TASK DIRECTIONS. Down to the last line, set down the material below exactly, excluding pictures.
**** RECORDS TO PROCESS
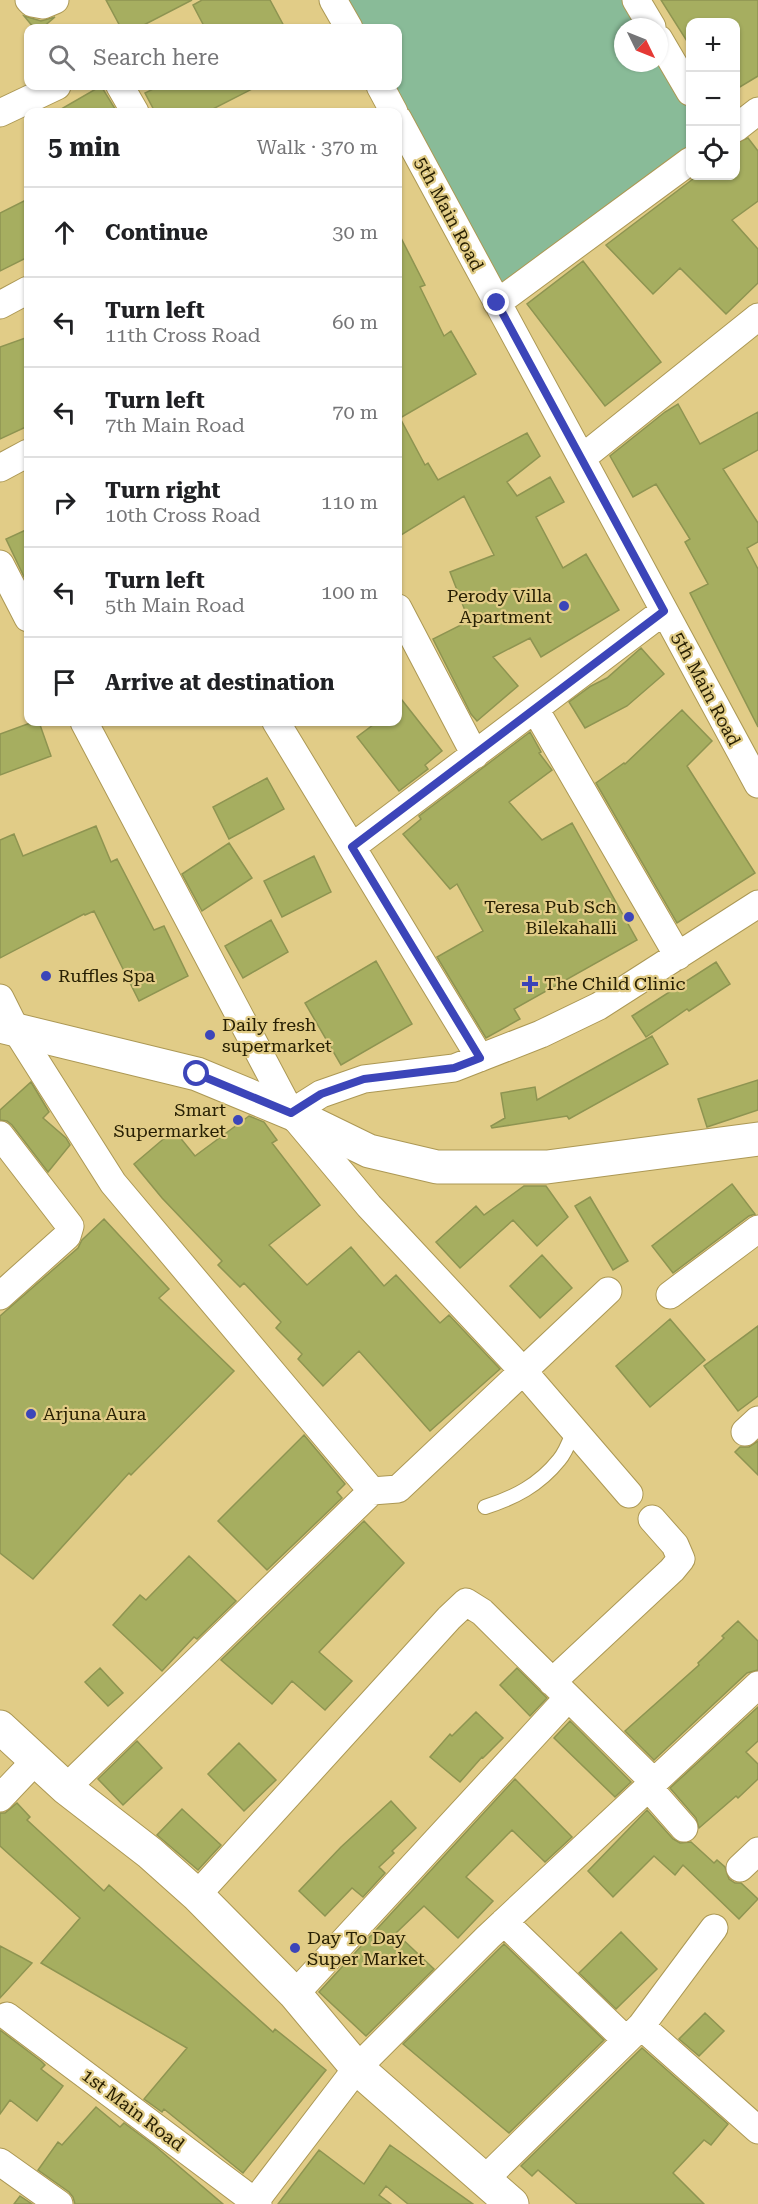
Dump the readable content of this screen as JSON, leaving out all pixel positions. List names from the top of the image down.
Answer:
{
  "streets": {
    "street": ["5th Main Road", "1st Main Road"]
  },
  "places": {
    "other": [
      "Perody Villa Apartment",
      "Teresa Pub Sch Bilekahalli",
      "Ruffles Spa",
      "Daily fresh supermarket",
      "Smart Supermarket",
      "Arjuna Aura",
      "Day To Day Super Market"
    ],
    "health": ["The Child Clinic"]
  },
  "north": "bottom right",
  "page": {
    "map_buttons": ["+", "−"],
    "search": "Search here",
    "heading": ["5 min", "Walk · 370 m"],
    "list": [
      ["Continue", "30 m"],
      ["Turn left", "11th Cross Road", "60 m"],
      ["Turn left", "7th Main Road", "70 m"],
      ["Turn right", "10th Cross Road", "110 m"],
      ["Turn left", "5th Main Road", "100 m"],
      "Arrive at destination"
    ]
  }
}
********
ANSWER TO THIS EXERCISE.
Dump the readable content of this screen as JSON, leaving out all pixel positions. List names from the top of the image down.
Answer:
{
  "streets": {
    "street": ["5th Main Road", "1st Main Road"]
  },
  "places": {
    "other": [
      "Perody Villa Apartment",
      "Teresa Pub Sch Bilekahalli",
      "Ruffles Spa",
      "Daily fresh supermarket",
      "Smart Supermarket",
      "Arjuna Aura",
      "Day To Day Super Market"
    ],
    "health": ["The Child Clinic"]
  },
  "north": "bottom right",
  "page": {
    "map_buttons": ["+", "−"],
    "search": "Search here",
    "heading": ["5 min", "Walk · 370 m"],
    "list": [
      ["Continue", "30 m"],
      ["Turn left", "11th Cross Road", "60 m"],
      ["Turn left", "7th Main Road", "70 m"],
      ["Turn right", "10th Cross Road", "110 m"],
      ["Turn left", "5th Main Road", "100 m"],
      "Arrive at destination"
    ]
  }
}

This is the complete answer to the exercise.